After 5 years of long period, Randiv was selected for England tour in 2016, where he played in the second ODI on 24 June 2016.

==Domestic career==
Randiv was picked up by the Chennai Super Kings at the 2011 IPL player auction and played for the Chennai Super Kings for two seasons. He was released in 2012 before the start of IPL 5. In 2016, he played for Coleraine Cricket Club in Northern Ireland as their designated professional cricketer.

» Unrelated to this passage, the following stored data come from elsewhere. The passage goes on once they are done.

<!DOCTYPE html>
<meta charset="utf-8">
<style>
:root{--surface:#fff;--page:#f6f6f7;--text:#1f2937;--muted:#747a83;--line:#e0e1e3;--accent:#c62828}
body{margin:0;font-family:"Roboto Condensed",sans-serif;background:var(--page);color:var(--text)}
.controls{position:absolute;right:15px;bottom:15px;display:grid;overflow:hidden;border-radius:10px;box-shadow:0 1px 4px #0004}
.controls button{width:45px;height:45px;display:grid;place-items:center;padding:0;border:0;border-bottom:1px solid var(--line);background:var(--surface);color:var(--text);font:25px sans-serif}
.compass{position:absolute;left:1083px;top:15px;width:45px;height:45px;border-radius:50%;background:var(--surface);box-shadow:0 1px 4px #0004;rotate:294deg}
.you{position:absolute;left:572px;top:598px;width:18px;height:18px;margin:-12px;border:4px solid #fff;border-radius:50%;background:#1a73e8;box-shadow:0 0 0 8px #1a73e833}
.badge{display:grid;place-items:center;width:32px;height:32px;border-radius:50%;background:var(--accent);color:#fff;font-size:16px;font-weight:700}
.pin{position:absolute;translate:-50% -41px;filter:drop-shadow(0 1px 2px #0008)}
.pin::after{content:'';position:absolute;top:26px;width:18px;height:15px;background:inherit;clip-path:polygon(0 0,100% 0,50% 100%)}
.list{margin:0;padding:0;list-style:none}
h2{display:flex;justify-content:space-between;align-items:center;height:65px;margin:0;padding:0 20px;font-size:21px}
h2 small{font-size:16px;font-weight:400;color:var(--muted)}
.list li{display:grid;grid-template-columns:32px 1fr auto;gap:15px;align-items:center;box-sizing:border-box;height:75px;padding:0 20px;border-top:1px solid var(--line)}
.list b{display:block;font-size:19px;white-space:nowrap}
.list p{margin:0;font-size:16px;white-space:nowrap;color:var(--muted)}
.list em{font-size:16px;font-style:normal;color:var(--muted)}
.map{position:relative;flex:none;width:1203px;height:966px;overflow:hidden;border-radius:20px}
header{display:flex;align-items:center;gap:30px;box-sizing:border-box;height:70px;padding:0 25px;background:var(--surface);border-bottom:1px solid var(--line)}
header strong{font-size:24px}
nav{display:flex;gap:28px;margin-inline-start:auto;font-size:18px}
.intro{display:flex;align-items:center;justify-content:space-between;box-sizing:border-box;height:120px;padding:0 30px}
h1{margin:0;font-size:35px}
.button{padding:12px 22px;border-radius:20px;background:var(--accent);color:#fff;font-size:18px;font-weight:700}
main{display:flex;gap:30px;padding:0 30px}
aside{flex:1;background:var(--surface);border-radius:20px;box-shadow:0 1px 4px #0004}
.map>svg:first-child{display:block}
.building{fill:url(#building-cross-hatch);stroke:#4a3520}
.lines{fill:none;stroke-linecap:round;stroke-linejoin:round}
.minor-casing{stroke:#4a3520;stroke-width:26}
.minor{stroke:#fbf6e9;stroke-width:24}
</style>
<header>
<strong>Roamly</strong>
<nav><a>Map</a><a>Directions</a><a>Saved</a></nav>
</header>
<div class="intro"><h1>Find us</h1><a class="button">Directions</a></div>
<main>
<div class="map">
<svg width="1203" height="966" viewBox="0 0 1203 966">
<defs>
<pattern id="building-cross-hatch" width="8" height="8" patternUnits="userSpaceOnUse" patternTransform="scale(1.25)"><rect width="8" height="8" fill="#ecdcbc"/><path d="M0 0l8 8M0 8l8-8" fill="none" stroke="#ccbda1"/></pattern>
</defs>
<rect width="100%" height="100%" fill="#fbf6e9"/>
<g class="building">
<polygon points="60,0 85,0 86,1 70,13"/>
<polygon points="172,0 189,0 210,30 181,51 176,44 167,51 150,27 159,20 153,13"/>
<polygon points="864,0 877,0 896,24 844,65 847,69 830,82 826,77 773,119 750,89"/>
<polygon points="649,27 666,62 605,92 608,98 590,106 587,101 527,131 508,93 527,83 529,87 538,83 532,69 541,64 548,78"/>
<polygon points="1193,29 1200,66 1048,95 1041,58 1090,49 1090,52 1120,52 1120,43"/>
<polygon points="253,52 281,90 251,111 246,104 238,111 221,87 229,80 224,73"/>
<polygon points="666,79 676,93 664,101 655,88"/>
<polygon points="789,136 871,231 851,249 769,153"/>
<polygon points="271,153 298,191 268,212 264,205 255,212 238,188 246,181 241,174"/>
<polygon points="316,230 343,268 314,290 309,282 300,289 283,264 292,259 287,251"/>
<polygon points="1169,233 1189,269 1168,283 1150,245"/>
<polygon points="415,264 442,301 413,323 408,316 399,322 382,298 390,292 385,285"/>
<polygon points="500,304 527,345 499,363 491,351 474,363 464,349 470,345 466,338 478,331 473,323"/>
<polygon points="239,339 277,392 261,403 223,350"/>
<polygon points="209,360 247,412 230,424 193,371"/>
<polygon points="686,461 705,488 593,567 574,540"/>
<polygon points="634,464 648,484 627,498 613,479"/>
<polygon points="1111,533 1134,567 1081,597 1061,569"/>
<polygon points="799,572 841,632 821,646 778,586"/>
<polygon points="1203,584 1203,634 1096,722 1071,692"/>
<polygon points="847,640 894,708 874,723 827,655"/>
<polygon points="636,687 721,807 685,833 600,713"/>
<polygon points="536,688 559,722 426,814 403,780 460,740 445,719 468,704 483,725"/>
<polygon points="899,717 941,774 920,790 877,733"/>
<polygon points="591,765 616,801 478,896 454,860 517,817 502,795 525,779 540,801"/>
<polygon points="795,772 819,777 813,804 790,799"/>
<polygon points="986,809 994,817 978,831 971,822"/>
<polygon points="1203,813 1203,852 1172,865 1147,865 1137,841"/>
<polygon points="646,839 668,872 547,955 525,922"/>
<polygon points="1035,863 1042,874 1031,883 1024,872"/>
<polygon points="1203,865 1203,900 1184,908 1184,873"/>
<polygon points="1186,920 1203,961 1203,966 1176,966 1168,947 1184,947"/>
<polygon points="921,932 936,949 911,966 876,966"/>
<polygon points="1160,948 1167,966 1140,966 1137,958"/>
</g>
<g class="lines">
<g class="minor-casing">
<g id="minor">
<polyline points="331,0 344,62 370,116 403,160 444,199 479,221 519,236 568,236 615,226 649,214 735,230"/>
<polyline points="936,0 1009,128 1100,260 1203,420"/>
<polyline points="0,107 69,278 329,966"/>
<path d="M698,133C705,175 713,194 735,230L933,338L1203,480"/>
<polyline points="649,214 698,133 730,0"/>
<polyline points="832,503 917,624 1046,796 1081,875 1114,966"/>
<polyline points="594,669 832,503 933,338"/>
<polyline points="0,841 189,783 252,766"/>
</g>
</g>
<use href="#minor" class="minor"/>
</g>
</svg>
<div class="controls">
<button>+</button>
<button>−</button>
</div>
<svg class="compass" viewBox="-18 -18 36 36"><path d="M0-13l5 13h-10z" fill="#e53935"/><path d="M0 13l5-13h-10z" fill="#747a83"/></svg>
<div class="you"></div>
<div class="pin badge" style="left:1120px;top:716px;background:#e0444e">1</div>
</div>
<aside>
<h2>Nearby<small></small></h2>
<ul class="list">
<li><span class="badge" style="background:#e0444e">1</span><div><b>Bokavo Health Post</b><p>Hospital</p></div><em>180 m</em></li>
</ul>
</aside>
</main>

After migrating to Australia, he went onto play at district level competitions in Australia. He plays for Dandenong Cricket Club which is affiliated with Victoria Premier Cricket. In December 2020, he was invited by the Cricket Australia for a temporary role as a net bowler to bowl at the Australian cricketers in the nets ahead of their home test series against India (Border-Gavaskar Trophy).

== Post cricket ==
Randiv pursued his later career as a bus driver, working for France-based international public transport agency Transdev in Melbourne, Australia.